Targeted repair of neural pathways with focused ultrasonic waves

聚焦超声波靶向修复神经通路

• 批准号: 2325125
• 负责人: Jan Kubanek
• 金额: $ 51.23万
• 依托单位: University of Utah
• 依托单位国家: 美国
• 项目类别: Standard Grant
• 财政年份: 2023
• 资助国家: 美国
• 起止时间: 2023-12-15 至 2026-11-30
• 项目状态: 未结题
• 来源: https://www.nsf.gov/awardsearch/showAward?AWD_ID=2325125&HistoricalAwards=false
• 关键词: Targeted; repair; neural; pathways; focused

Weak or damaged neural pathways have been associated with many disabling neurological and mental conditions, including stroke, neurodegenerative disorders, and mental disorders such as depression. This project, led by researchers at the University of Utah, will use focused ultrasound, delivered through the cranium, for effective neurorehabilitation. The system and approach will enable operators to modulate the connection between any two regions of the human brain, and thus repair neural pathways that have been damaged or weakened. To maximize the impact of the therapies, the team will use seminars and demonstrations to engage human populations in Utah that have traditionally had limited access to cutting-edge neurological treatments. The feedback gathered from these groups will inform the design of the final therapeutic tools, optimizing the usability of the system for all persons regardless of socioeconomic status. There is currently no tool that would enable the noninvasive repair of neural networks in a targeted manner. Transcranial, focused ultrasound has the potential to provide such a tool, but there is no system and no approach for the modulation of neural connectivity. The project team, which consists of an engineer, a psychiatrist, and a magnetic resonance imaging (MRI) scientist, has designed a prototype device that can deliver effective and safe levels of neuromodulatory ultrasound into deep brain targets in humans.

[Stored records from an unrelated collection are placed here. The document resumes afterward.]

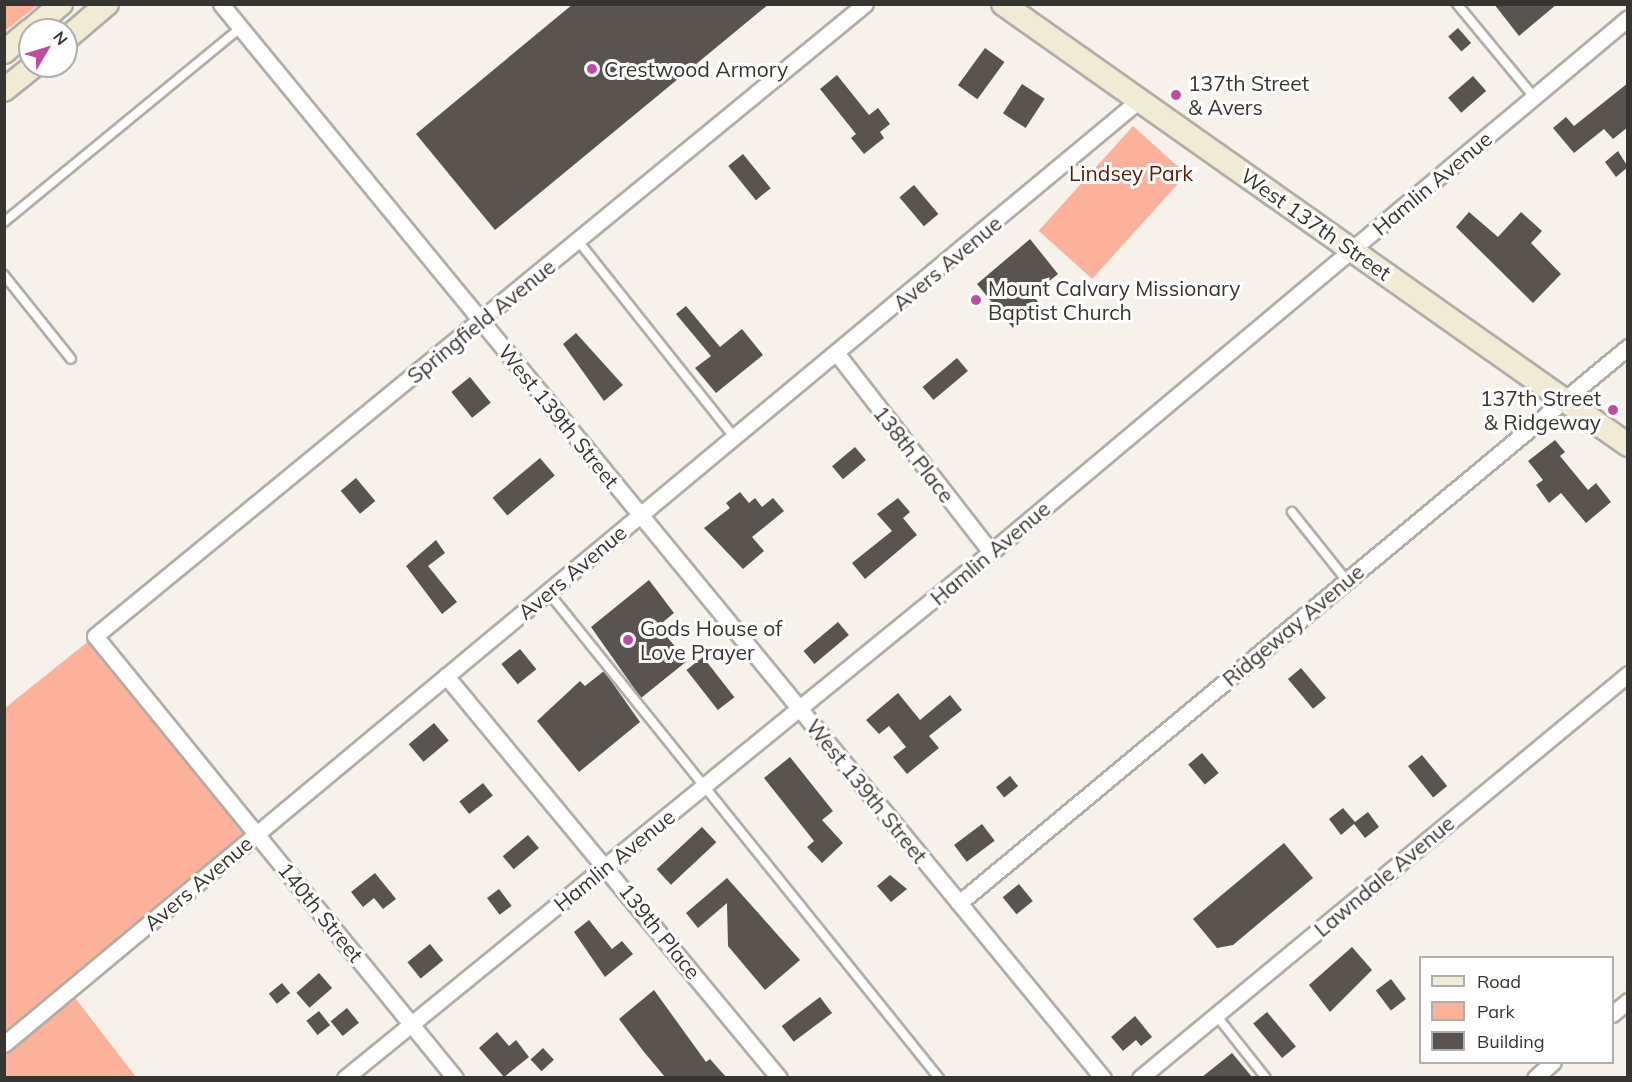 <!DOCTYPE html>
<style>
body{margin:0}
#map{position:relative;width:1632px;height:1082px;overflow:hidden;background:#f6f1ea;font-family:Mulish,sans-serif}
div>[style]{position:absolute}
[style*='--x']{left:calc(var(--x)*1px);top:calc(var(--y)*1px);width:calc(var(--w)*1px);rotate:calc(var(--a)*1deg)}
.green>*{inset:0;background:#fcb19a;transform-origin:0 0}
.building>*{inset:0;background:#5a5450;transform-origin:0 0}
.roads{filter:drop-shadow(2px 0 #b1ada7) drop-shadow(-2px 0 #b1ada7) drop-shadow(0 2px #b1ada7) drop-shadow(0 -2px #b1ada7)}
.lane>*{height:8px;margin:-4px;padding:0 4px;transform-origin:4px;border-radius:4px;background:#fff}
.street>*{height:15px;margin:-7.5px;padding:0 7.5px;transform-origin:7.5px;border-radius:7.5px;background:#fff}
.secondary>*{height:22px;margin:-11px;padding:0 11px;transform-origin:11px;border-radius:11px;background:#efebd5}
.dots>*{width:16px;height:16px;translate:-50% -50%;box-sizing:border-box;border:3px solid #fff;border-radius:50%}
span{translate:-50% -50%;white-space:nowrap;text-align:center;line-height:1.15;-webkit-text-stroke:6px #fff;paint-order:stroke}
.poi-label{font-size:21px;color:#373532}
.left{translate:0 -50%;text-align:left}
.right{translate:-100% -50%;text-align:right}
.park-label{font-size:21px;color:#5a1a03}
.street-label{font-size:21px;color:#373532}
.frame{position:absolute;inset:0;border:6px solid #373532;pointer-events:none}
.legend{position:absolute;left:1419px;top:956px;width:195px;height:108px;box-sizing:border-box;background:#fff;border:2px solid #afaead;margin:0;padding:8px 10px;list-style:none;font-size:18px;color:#373532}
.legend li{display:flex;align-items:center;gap:12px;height:30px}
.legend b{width:30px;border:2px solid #afaead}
.north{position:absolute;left:18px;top:18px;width:60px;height:60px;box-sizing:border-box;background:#fff;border:2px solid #afaead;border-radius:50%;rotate:52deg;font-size:16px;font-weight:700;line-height:24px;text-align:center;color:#373532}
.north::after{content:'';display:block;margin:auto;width:21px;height:27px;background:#bf4ba5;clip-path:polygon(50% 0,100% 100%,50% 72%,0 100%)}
</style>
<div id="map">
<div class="green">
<div style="clip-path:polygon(5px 4px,38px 4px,38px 5px,5px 31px)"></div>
<div style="left:1133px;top:126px;width:72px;height:141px;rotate:42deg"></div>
<div style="clip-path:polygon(95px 636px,257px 834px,69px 990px,136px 1077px,5px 1078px,5px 708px)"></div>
</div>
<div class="building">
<div style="clip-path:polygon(573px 4px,769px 4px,495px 230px,416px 134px)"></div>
<div style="clip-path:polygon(1494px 4px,1557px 4px,1519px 36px)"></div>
<div style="left:1458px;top:28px;width:20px;height:13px;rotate:49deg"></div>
<div style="left:985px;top:48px;width:24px;height:46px;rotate:36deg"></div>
<div style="clip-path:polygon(837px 75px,869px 115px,878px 108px,890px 124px,880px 132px,884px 138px,864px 154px,851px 138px,856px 134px,820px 89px)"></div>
<div style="left:1473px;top:76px;width:20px;height:33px;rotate:49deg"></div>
<div style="clip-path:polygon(1628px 83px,1628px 127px,1613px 139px,1604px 129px,1574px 153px,1553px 128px,1566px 117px,1574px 126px)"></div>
<div style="left:1022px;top:84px;width:27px;height:35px;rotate:33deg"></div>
<div style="clip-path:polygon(1618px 151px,1628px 167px,1616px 177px,1605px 162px)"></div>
<div style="left:743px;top:154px;width:44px;height:19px;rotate:51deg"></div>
<div style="left:914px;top:185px;width:38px;height:19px;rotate:50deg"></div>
<div style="clip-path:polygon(1469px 212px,1498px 237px,1521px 212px,1542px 231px,1531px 243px,1561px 274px,1533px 303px,1456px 227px)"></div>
<div style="clip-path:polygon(1030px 239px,1058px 274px,1032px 295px,1041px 305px,1013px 328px,977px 284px)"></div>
<div style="clip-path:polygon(686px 306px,720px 347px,742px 329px,763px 355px,716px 393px,695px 368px,711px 356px,676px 314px)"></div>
<div style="clip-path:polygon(576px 333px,623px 385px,604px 401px,563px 344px)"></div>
<div style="left:957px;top:358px;width:17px;height:45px;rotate:50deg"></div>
<div style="left:470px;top:377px;width:33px;height:24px;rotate:51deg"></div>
<div style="clip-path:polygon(1555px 440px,1565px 452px,1560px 456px,1588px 490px,1596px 483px,1611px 502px,1586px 523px,1561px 493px,1549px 503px,1536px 485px,1543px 480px,1528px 461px)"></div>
<div style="left:855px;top:447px;width:17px;height:30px;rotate:50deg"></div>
<div style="left:540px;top:458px;width:23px;height:62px;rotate:50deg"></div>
<div style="left:356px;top:478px;width:30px;height:20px;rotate:50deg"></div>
<div style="clip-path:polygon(740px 492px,749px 503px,755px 498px,762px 507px,773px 498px,784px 511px,752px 537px,764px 551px,743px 569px,704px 528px,730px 508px,726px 503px)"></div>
<div style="clip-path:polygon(898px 498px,910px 512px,903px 518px,917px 535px,865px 579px,852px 563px,892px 531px,877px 514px)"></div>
<div style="clip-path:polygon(436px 540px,445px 553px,428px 566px,457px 602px,442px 614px,406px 566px)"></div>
<div style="clip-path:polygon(649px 580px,674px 613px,658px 626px,687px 661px,641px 698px,591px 627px)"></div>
<div style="left:838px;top:622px;width:17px;height:45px;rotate:50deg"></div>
<div style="left:520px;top:649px;width:26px;height:24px;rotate:51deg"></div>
<div style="left:703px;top:657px;width:51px;height:21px;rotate:52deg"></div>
<div style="left:1301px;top:668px;width:39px;height:17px;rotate:50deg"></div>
<div style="clip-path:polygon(604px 671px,640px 722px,579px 772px,537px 721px,580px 681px,585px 686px)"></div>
<div style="clip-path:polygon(898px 693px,920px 720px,950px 695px,962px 710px,929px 736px,939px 748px,907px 774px,893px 757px,906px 747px,889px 726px,879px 734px,866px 720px)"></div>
<div style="left:434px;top:723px;width:23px;height:33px;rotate:50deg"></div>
<div style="left:1202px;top:753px;width:26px;height:18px;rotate:50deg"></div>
<div style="left:1422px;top:755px;width:40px;height:18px;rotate:51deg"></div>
<div style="clip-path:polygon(790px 757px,833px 811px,822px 820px,843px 843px,822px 863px,807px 847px,814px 841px,764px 778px)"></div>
<div style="left:1010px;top:776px;width:13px;height:18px;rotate:51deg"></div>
<div style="left:483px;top:783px;width:16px;height:30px;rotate:52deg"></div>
<div style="clip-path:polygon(1343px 808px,1355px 822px,1368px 812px,1379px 827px,1365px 838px,1354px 824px,1341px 835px,1329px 819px)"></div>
<div style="left:982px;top:824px;width:21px;height:35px;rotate:53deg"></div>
<div style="left:702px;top:827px;width:21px;height:62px;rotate:47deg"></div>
<div style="left:528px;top:835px;width:17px;height:33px;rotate:50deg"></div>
<div style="clip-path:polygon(1284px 843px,1313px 878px,1233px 945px,1217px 948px,1193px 919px)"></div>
<div style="clip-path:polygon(375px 873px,396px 899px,383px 909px,374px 898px,363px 907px,351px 892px)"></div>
<div style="clip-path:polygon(890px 875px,907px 889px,891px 902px,877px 886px)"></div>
<div style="clip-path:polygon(727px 878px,800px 960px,765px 990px,728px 946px,727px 903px,698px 928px,686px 913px)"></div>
<div style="left:1019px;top:884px;width:22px;height:21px;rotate:51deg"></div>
<div style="left:499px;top:889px;width:21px;height:15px;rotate:53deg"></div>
<div style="clip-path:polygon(589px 920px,612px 949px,622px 941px,633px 954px,605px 977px,574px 932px)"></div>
<div style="left:430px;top:944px;width:21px;height:29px;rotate:51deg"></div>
<div style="clip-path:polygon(1352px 947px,1372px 970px,1330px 1012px,1309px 985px)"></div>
<div style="left:319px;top:973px;width:20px;height:30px;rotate:49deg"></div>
<div style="left:1391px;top:979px;width:25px;height:19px;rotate:53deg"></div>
<div style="left:282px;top:983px;width:13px;height:17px;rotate:51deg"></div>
<div style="clip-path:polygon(654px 990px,706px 1062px,710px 1059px,726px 1077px,665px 1077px,644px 1052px,619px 1019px)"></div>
<div style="left:820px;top:997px;width:20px;height:48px;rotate:53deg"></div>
<div style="left:347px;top:1008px;width:19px;height:21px;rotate:51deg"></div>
<div style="left:319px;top:1011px;width:18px;height:16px;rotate:52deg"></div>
<div style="left:1267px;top:1012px;width:45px;height:18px;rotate:50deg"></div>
<div style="clip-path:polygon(1135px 1016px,1152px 1037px,1141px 1046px,1136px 1040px,1123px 1051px,1111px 1037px)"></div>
<div style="clip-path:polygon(497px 1032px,509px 1046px,516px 1040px,529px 1057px,504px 1077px,479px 1048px)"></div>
<div style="left:543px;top:1048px;width:16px;height:17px;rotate:47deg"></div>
<div style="clip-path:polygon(1232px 1053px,1252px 1077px,1202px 1077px)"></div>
</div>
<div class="roads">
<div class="lane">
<div style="--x:1457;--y:4;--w:119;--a:50.4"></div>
<div style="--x:4;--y:222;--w:306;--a:-39.4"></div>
<div style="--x:579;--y:242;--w:249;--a:51.5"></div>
<div style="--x:4;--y:275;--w:107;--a:51.4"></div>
<div style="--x:1292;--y:512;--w:88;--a:51.4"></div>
<div style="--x:548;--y:592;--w:624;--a:51.18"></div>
<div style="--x:1216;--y:1015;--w:80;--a:51.6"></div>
</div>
<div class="street">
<div style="--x:221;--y:4;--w:1390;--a:50.61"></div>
<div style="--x:838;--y:355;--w:249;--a:52.2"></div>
<div style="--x:446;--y:676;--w:522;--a:50.36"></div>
<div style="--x:959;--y:903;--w:870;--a:-39.73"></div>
<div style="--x:1612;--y:1014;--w:21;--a:-39"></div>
<div style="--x:4;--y:1044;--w:1476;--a:-39.75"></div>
<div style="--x:345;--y:1078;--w:833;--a:-39.15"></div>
<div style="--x:991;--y:552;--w:831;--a:-39.97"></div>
<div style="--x:455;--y:1078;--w:570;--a:-129.16"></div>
<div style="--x:95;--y:636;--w:996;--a:-39.38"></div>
<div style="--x:1140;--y:1078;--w:634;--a:-39.62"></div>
<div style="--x:1535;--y:1078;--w:24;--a:-42"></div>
</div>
<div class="secondary">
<div style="--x:1003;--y:4;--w:765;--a:35.21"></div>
<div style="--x:31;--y:30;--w:40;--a:-41"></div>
<div style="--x:66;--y:39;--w:54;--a:-40.5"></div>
<div style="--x:4;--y:52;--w:34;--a:-40"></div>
<div style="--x:4;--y:90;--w:38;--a:-39"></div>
</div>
</div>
<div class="dots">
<div style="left:592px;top:69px;background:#bf4ba5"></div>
<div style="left:1176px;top:95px;background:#bf4ba5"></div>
<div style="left:976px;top:300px;background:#bf4ba5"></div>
<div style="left:1613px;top:410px;background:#bf4ba5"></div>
<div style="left:628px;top:640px;background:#bf4ba5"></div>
</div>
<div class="poi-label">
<span class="left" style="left:604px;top:69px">Crestwood Armory</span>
<span class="left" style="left:1188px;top:95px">137th Street<br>&amp; Avers</span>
<span class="left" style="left:988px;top:300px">Mount Calvary Missionary<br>Baptist Church</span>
<span class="right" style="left:1601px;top:410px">137th Street<br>&amp; Ridgeway</span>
<span class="left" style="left:640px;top:640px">Gods House of<br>Love Prayer</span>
</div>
<div class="park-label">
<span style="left:1131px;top:173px">Lindsey Park</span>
</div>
<div class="street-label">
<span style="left:1432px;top:183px;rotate:-40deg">Hamlin Avenue</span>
<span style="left:1316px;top:224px;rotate:35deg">West 137th Street</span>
<span style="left:947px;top:263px;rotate:-40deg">Avers Avenue</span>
<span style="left:481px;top:321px;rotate:-39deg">Springfield Avenue</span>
<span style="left:559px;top:416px;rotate:51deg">West 139th Street</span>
<span style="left:914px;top:454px;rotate:52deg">138th Place</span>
<span style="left:990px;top:553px;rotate:-40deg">Hamlin Avenue</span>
<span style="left:572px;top:572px;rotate:-40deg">Avers Avenue</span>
<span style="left:1293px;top:625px;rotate:-40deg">Ridgeway Avenue</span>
<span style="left:867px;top:791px;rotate:51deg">West 139th Street</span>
<span style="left:614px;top:860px;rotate:-39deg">Hamlin Avenue</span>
<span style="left:1384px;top:876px;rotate:-40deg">Lawndale Avenue</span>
<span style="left:198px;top:883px;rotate:-40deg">Avers Avenue</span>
<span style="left:321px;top:912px;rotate:51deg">140th Street</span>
<span style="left:660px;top:931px;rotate:51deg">139th Place</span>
</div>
<div class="frame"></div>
<ul class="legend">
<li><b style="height:8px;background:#efebd5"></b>Road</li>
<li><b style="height:16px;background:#fcb19a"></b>Park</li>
<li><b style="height:16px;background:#5a5450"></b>Building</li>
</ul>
<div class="north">N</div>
</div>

This project will develop the prototype into a system that can stimulate two nodes of a neural network simultaneously (Aim 1), thus promoting Hebbian plasticity under an appropriate stimulation-timing protocol (Aim 2). The team will apply this dual stimulation protocol to two key nodes within the cingulate cortex in humans, and quantify the resulting changes in connectivity using functional MRI (fMRI) blood-oxygenation-level-dependent activity (BOLD) and diffusion tractography. Successful completion of the project will result in a tool for the noninvasive repair of neural circuits with the potential to enable many affected individuals to return to work and normal life.This award reflects NSF's statutory mission and has been deemed worthy of support through evaluation using the Foundation's intellectual merit and broader impacts review criteria.

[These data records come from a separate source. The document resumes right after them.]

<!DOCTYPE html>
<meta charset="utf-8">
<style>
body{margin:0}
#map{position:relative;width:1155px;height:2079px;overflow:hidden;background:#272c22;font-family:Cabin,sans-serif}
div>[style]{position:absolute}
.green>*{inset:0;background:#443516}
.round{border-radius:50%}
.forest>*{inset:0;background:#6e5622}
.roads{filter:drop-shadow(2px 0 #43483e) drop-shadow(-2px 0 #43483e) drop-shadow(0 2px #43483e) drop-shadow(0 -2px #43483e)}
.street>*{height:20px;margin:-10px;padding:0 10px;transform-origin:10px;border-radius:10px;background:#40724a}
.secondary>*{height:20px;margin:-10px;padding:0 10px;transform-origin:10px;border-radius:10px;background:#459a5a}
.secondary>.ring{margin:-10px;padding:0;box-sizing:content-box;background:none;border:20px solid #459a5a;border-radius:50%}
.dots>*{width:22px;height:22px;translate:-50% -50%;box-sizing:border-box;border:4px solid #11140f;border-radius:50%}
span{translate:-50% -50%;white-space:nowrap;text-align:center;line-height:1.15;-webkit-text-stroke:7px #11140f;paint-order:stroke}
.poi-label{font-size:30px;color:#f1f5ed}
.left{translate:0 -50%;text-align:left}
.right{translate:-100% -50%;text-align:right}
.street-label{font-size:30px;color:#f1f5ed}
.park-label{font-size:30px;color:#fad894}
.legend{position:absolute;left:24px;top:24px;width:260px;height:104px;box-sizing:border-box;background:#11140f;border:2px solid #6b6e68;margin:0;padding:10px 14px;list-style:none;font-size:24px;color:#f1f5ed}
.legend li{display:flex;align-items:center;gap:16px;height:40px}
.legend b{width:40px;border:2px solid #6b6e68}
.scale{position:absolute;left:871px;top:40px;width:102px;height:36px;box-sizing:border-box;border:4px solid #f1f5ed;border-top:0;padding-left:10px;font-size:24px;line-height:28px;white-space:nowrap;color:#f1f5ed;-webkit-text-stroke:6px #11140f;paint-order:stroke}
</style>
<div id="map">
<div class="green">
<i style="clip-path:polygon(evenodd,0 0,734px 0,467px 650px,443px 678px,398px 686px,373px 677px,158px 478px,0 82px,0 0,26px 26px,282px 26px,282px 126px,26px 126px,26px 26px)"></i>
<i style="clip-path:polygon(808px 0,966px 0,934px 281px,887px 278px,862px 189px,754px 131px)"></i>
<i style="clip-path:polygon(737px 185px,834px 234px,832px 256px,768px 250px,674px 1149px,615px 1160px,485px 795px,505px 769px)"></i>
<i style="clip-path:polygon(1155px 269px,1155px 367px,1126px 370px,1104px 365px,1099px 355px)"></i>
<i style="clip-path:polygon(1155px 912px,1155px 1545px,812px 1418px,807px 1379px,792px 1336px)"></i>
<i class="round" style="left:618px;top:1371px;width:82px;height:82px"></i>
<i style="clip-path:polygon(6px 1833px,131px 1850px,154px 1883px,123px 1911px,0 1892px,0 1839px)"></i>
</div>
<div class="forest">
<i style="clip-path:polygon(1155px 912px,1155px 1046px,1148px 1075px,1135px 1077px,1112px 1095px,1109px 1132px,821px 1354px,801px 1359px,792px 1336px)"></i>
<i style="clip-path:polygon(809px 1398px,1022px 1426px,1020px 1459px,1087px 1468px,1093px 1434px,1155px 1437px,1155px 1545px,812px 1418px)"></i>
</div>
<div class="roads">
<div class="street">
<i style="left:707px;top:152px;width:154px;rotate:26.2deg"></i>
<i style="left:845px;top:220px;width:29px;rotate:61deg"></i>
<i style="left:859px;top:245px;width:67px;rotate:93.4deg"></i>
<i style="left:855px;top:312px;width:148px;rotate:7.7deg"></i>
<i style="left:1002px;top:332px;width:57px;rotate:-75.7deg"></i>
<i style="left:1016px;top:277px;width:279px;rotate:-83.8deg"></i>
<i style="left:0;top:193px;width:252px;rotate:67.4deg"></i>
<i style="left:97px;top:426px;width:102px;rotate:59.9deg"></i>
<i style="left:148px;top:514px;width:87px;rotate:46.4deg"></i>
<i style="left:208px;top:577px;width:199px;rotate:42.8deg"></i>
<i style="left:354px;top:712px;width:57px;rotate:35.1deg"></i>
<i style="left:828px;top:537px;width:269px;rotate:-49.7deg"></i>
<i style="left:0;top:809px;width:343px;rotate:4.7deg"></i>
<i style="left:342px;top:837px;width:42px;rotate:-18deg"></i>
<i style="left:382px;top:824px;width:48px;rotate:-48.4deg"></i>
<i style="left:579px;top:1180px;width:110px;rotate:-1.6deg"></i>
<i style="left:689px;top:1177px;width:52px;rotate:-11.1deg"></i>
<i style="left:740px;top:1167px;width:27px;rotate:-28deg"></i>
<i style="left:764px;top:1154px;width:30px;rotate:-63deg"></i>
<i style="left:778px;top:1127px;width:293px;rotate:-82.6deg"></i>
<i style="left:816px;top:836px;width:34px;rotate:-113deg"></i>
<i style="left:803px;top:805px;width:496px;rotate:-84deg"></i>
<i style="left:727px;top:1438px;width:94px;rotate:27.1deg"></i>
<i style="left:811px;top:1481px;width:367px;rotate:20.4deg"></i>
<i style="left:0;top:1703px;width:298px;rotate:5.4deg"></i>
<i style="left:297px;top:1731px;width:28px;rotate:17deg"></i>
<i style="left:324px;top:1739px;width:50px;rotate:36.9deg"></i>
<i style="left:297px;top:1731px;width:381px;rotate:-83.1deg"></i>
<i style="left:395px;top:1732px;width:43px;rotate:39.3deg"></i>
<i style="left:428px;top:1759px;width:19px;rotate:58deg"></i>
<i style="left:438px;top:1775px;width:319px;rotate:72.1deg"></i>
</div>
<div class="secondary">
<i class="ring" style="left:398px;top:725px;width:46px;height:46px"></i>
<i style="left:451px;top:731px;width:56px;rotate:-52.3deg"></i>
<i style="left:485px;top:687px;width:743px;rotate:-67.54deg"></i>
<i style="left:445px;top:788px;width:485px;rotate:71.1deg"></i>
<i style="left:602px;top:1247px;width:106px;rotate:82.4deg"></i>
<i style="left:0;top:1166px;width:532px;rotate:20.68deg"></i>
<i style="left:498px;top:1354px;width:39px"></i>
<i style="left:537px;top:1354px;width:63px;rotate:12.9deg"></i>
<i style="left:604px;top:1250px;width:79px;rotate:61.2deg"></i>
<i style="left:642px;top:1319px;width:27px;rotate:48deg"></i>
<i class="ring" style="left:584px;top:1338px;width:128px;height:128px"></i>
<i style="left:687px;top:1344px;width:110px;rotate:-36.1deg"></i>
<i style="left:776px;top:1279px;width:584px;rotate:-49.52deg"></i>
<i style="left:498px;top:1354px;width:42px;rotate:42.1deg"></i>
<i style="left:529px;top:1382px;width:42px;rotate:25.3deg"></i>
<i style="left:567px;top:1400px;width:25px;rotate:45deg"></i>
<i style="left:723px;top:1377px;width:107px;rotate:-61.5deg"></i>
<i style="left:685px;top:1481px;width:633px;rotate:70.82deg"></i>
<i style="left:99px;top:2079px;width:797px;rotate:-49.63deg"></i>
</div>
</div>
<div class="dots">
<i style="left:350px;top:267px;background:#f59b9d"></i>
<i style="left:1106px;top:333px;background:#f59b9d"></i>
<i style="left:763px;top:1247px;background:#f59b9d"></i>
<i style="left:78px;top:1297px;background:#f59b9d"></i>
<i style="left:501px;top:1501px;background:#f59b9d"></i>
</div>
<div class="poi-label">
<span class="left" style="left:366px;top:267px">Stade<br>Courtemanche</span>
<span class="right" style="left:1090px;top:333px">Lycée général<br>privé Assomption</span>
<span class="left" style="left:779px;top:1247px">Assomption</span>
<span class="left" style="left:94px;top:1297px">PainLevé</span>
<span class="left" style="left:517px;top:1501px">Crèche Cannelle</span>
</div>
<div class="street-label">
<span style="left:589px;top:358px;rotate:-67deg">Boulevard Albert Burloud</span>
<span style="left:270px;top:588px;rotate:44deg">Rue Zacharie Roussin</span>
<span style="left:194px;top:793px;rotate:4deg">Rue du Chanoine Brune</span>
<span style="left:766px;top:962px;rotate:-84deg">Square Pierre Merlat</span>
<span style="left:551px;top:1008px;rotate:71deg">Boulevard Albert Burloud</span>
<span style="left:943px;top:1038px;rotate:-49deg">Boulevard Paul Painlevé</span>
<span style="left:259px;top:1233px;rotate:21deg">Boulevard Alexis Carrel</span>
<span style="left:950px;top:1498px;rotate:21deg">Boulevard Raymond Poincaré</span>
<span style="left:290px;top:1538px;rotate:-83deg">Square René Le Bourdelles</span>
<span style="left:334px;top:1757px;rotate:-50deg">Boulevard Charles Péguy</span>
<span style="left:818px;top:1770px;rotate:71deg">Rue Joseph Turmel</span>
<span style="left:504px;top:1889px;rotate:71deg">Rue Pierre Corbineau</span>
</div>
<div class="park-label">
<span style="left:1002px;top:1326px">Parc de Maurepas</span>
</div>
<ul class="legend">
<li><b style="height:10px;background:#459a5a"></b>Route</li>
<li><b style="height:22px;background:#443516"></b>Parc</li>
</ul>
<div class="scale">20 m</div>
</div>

神经通路薄弱或受损与许多致残性神经和精神疾病有关，包括中风、神经退行性疾病和抑郁症等精神障碍。这个项目由犹他大学的研究人员领导，将使用聚焦超声，通过头盖骨进行有效的神经康复。该系统和方法将使操作者能够调节人类大脑任意两个区域之间的连接，从而修复受损或减弱的神经通路。为了使疗法的影响最大化，该团队将利用研讨会和演示来吸引犹他州的人群，这些人群传统上无法获得尖端的神经治疗。从这些群体收集的反馈将为最终治疗工具的设计提供信息，优化该系统对所有人的可用性，无论其社会经济地位如何。目前还没有一种工具能够以一种有针对性的方式对神经网络进行无创修复。经颅聚焦超声有可能提供这样一种工具，但目前还没有系统和方法来调节神经连接。该项目团队由一名工程师、一名精神病学家和一名磁共振成像（MRI）科学家组成，他们设计了一种原型设备，可以将有效和安全水平的神经调节超声波输送到人类大脑深部目标。本项目将把原型开发成一个可以同时刺激神经网络两个节点的系统（目标1），从而在适当的刺激时间协议下促进Hebbian可塑性（目标2）。该团队将把这种双重刺激方案应用于人类扣带皮层的两个关键节点，并使用功能性磁共振成像（fMRI）血氧水平依赖性活动（BOLD）和扩散束状图来量化由此产生的连接变化。该项目的成功完成将产生一种无创修复神经回路的工具，有可能使许多受影响的人恢复工作和正常生活。该奖项反映了美国国家科学基金会的法定使命，并通过使用基金会的知识价值和更广泛的影响审查标准进行评估，被认为值得支持。